* Work task
Below is a block of records. Copy every line in it that contains the word "Bulwer".

[Extracted records]
═══
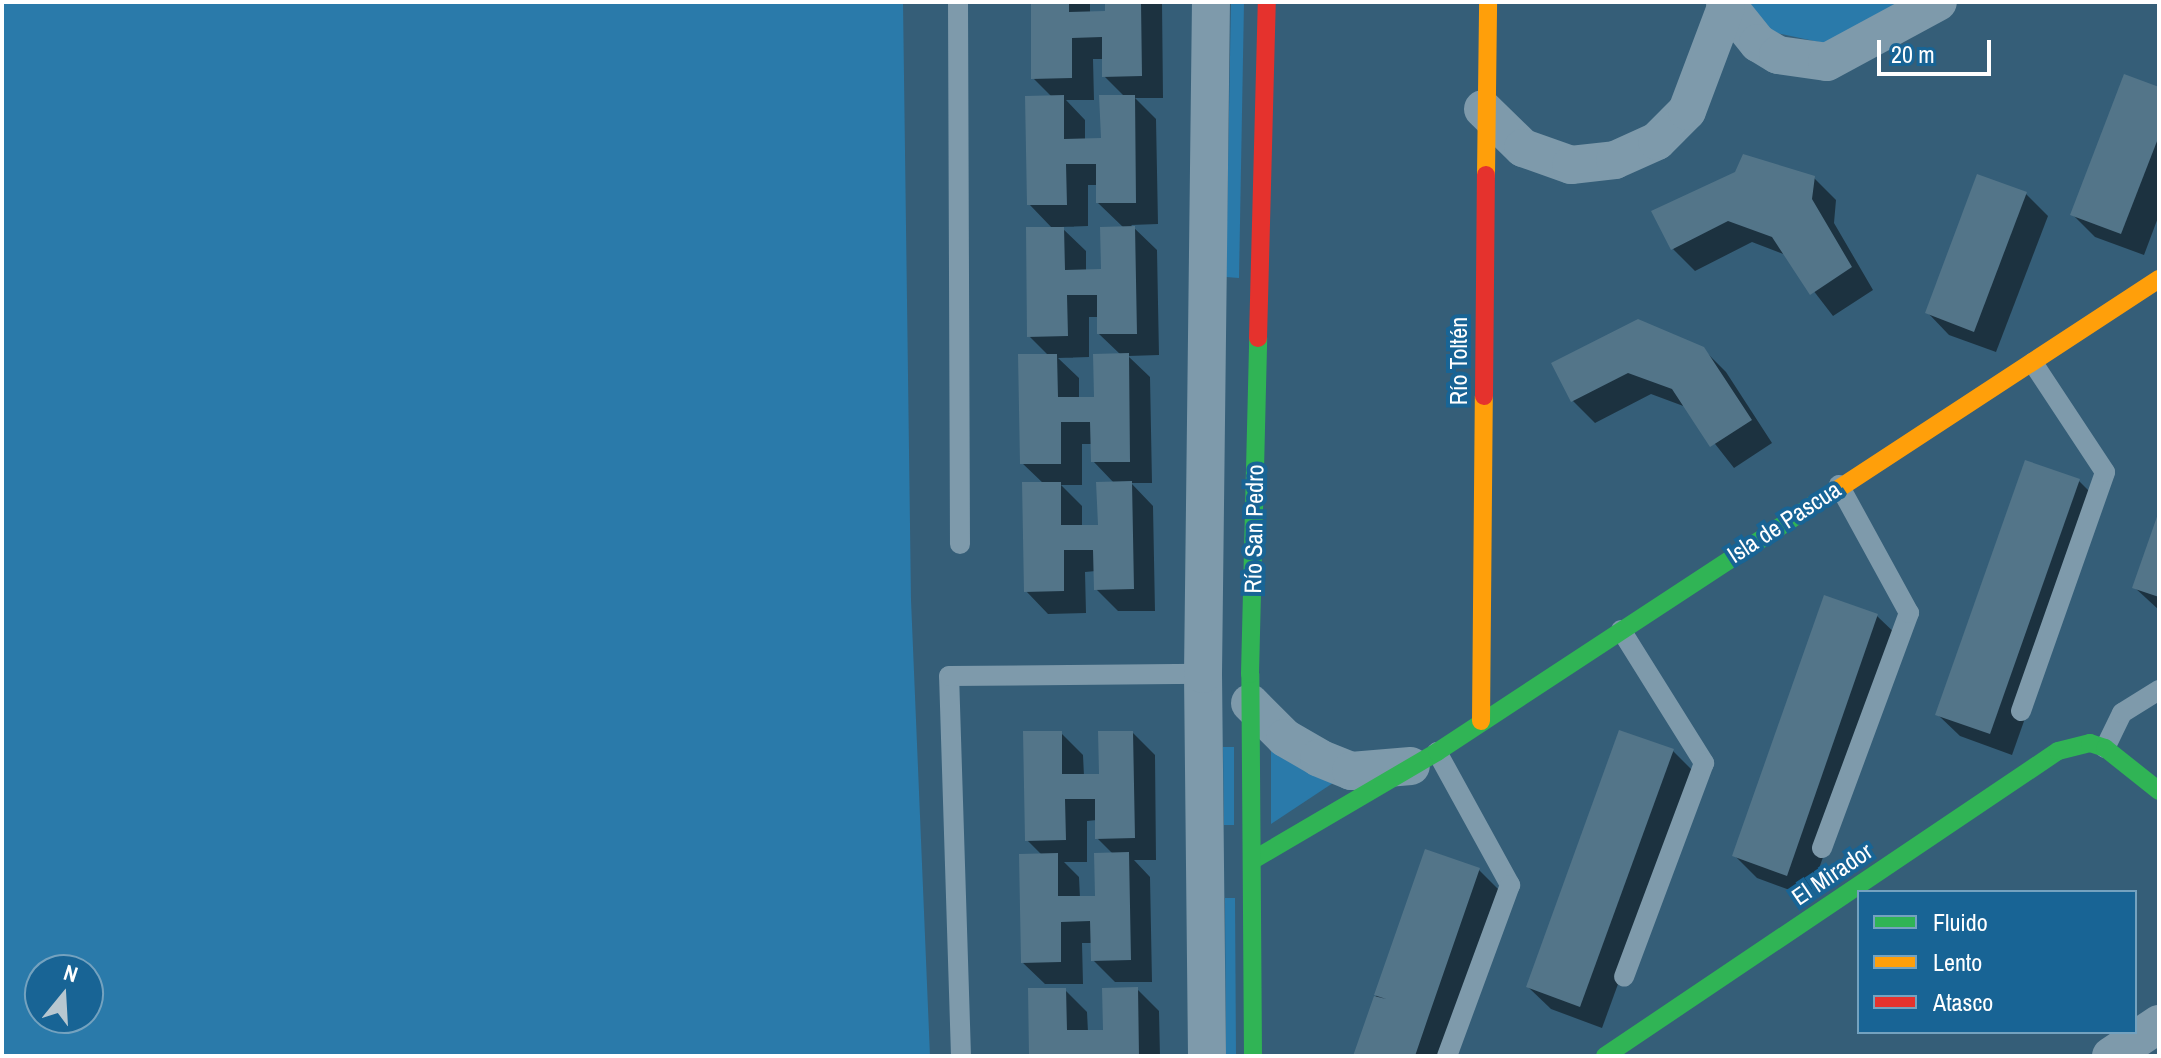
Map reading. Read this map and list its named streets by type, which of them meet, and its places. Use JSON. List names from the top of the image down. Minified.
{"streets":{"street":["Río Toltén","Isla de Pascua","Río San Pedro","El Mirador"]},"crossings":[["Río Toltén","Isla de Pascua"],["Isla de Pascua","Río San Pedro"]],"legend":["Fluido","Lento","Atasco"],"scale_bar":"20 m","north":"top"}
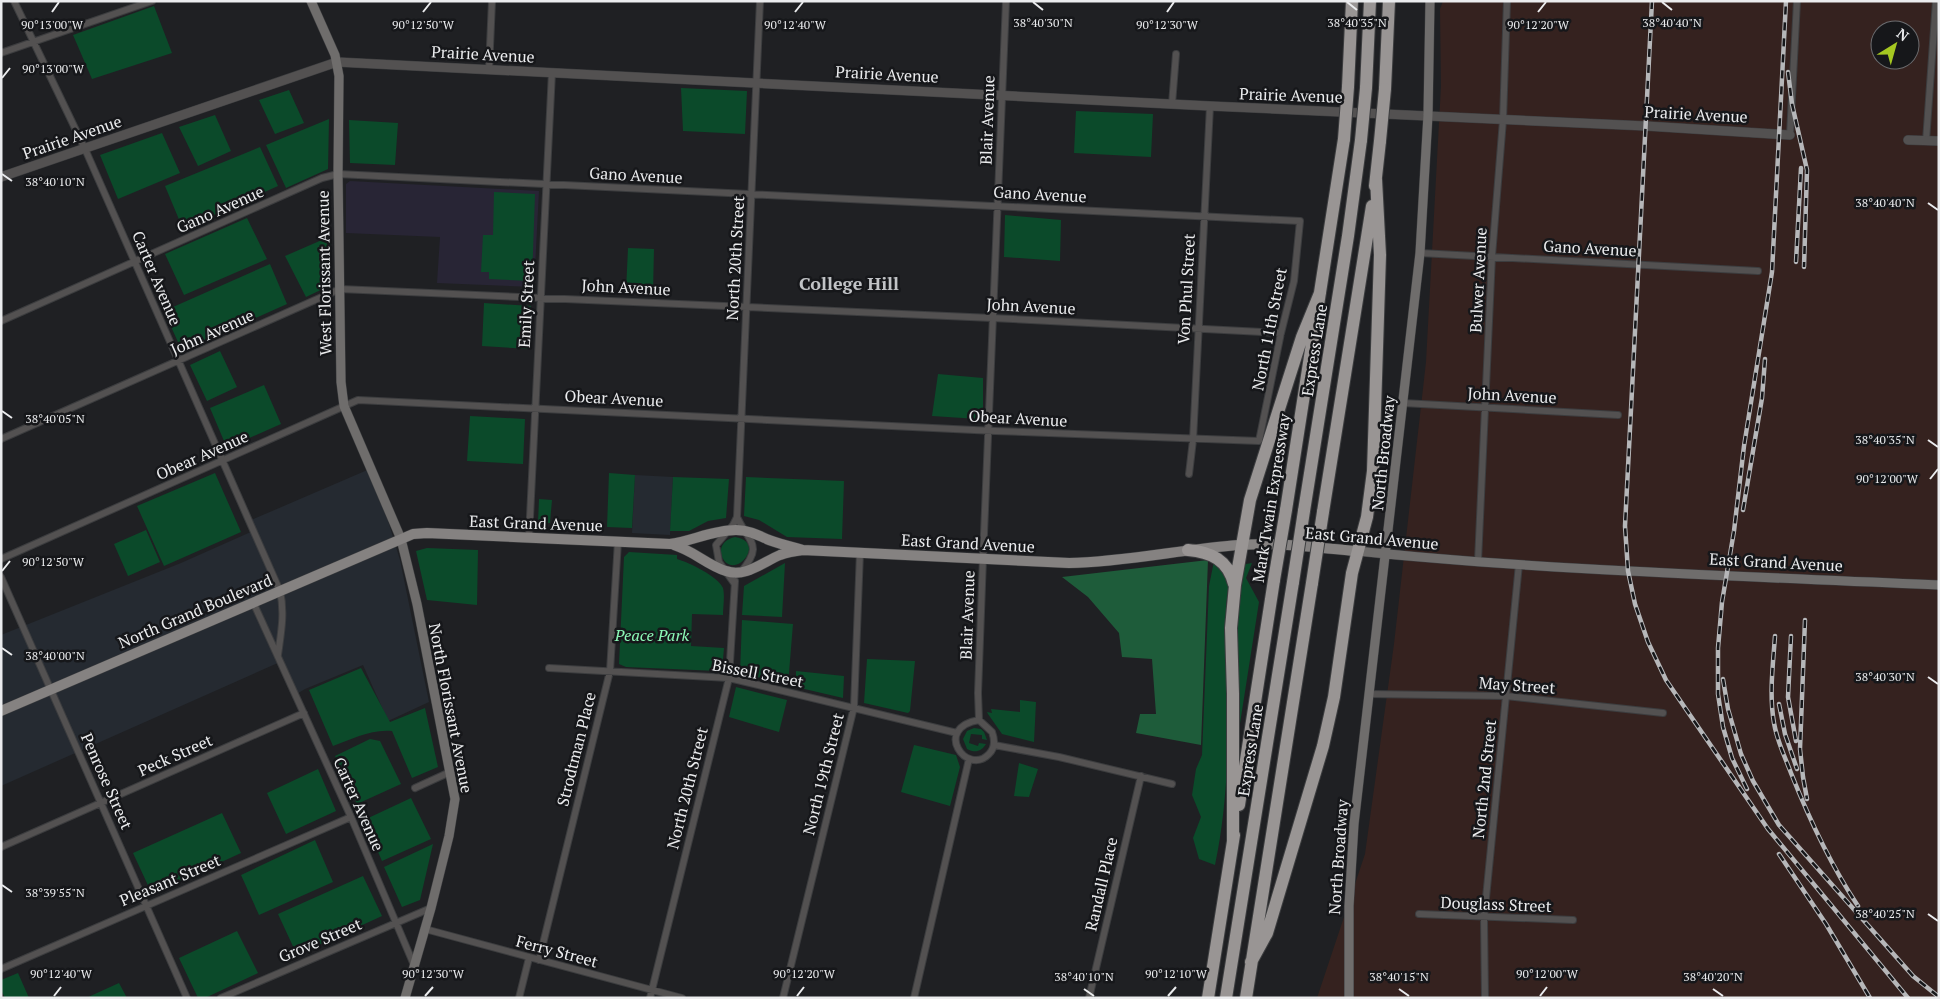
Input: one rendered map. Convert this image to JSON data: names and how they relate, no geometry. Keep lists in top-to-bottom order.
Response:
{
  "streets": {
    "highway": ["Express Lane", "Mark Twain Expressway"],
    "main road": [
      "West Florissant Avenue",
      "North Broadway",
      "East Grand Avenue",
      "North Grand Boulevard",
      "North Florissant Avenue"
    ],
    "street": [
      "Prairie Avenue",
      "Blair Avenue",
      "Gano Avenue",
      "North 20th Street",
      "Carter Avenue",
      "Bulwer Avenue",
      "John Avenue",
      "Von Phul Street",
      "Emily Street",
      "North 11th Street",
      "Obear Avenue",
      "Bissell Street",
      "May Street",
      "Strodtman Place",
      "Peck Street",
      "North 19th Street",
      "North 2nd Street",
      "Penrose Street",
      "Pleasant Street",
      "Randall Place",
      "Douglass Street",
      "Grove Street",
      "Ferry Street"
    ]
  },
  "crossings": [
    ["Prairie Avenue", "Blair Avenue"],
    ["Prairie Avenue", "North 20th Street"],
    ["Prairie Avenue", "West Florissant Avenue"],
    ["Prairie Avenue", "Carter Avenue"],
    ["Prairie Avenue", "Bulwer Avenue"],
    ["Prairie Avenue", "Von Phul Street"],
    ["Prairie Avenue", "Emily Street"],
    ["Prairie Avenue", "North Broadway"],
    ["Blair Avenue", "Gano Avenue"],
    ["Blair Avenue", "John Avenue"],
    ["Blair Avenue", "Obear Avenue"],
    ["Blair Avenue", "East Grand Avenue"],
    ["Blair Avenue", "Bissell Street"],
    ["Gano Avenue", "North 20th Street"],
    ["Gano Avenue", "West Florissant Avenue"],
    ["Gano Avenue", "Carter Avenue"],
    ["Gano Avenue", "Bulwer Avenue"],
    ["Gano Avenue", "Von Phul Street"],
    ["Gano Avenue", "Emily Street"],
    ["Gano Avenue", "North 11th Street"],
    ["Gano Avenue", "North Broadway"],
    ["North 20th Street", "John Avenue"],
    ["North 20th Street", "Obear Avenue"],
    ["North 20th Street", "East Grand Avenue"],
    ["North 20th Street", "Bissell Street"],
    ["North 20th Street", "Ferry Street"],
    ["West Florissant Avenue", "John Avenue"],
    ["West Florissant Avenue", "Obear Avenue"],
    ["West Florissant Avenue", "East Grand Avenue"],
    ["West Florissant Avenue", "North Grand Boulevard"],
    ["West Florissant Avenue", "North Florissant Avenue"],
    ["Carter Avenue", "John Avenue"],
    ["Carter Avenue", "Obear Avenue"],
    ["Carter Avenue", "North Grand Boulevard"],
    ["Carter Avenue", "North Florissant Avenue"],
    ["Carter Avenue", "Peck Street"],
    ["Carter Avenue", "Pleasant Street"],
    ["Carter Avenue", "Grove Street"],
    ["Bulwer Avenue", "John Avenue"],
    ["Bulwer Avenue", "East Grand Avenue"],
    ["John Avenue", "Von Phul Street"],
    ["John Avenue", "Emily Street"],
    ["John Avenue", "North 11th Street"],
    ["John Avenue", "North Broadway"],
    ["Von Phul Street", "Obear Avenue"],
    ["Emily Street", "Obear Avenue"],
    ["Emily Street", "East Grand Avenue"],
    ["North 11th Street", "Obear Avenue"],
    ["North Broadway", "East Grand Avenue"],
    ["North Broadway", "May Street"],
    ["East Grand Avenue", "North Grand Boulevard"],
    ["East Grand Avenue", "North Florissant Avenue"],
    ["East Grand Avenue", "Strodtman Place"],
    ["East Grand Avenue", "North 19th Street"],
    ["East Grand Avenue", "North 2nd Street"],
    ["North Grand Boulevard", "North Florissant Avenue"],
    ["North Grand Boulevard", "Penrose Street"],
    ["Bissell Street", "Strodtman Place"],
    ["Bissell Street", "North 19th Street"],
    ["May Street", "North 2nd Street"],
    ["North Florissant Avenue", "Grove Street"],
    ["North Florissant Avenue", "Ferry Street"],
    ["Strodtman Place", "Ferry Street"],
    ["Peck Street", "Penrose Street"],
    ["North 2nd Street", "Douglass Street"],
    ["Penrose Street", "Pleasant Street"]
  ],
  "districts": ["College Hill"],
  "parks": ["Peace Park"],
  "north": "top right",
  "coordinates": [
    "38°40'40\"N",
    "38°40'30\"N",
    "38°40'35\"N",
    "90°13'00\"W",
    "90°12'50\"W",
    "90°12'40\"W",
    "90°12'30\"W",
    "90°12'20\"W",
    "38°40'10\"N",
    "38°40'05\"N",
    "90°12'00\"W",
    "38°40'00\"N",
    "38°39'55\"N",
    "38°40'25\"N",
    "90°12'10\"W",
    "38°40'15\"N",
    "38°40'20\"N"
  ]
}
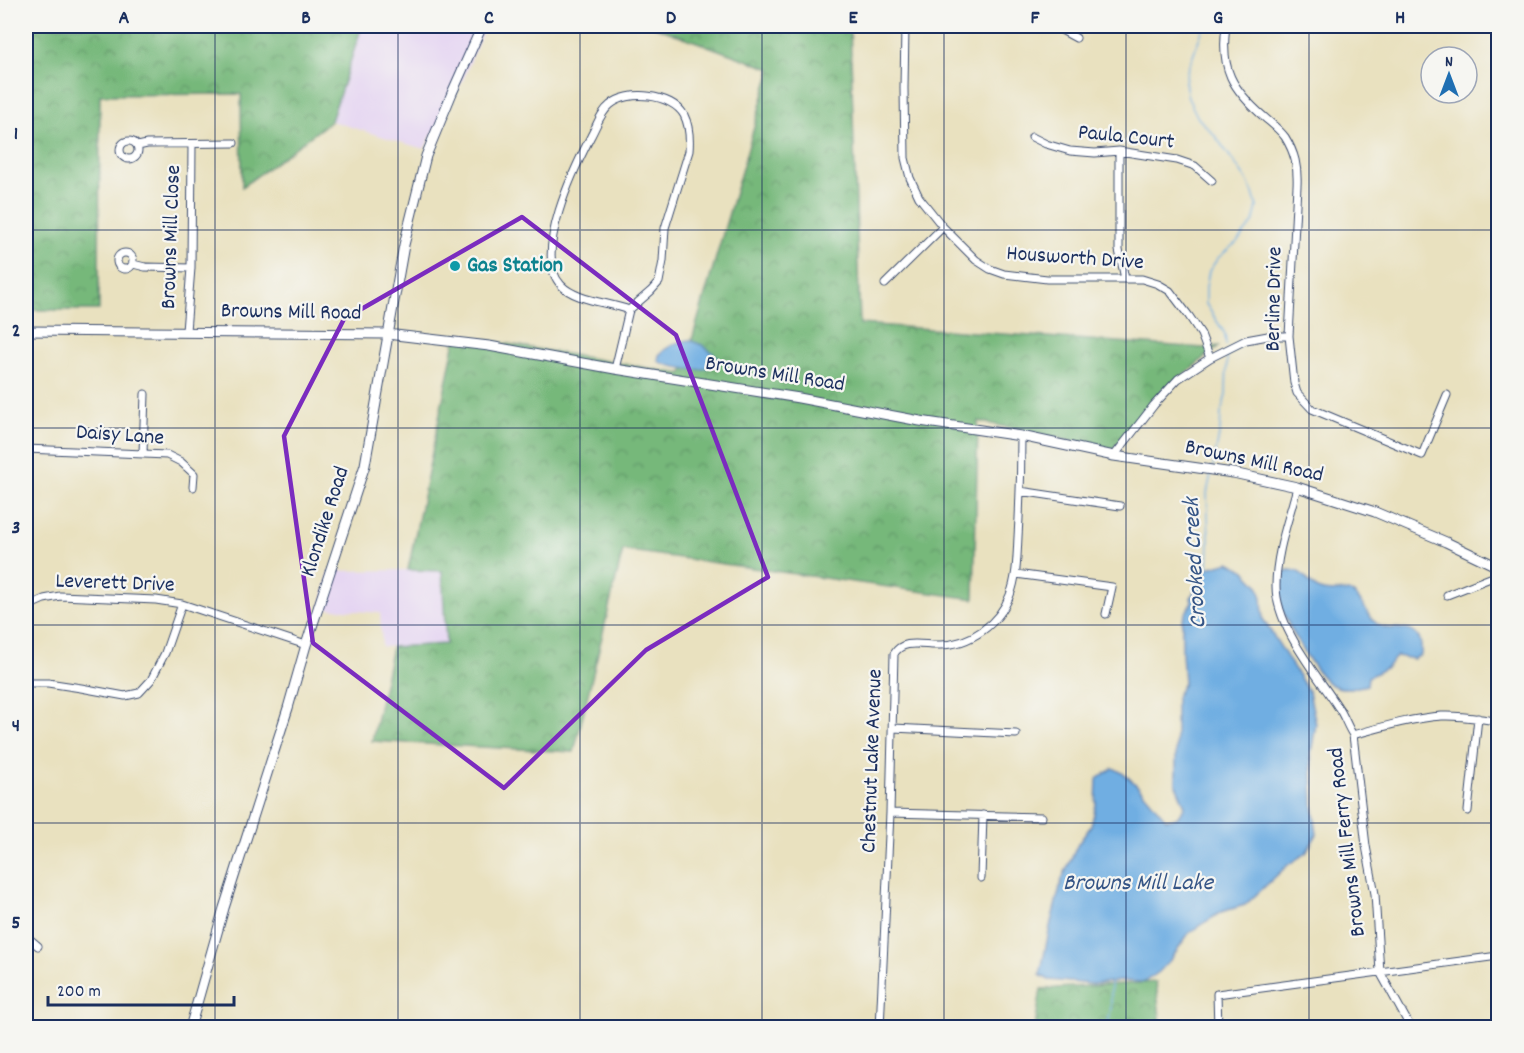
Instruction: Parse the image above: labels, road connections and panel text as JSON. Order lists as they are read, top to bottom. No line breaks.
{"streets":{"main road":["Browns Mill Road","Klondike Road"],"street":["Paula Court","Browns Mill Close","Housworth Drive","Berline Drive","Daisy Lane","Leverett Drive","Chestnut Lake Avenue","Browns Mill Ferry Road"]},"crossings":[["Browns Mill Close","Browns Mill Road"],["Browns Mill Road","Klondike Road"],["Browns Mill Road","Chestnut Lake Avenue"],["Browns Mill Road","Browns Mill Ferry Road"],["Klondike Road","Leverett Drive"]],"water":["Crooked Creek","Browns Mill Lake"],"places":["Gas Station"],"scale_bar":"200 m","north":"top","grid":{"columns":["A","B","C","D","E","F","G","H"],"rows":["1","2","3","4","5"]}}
═══
* Written answer
      "Bulwer Avenue",
    ["Prairie Avenue", "Bulwer Avenue"],
    ["Gano Avenue", "Bulwer Avenue"],
    ["Bulwer Avenue", "John Avenue"],
    ["Bulwer Avenue", "East Grand Avenue"],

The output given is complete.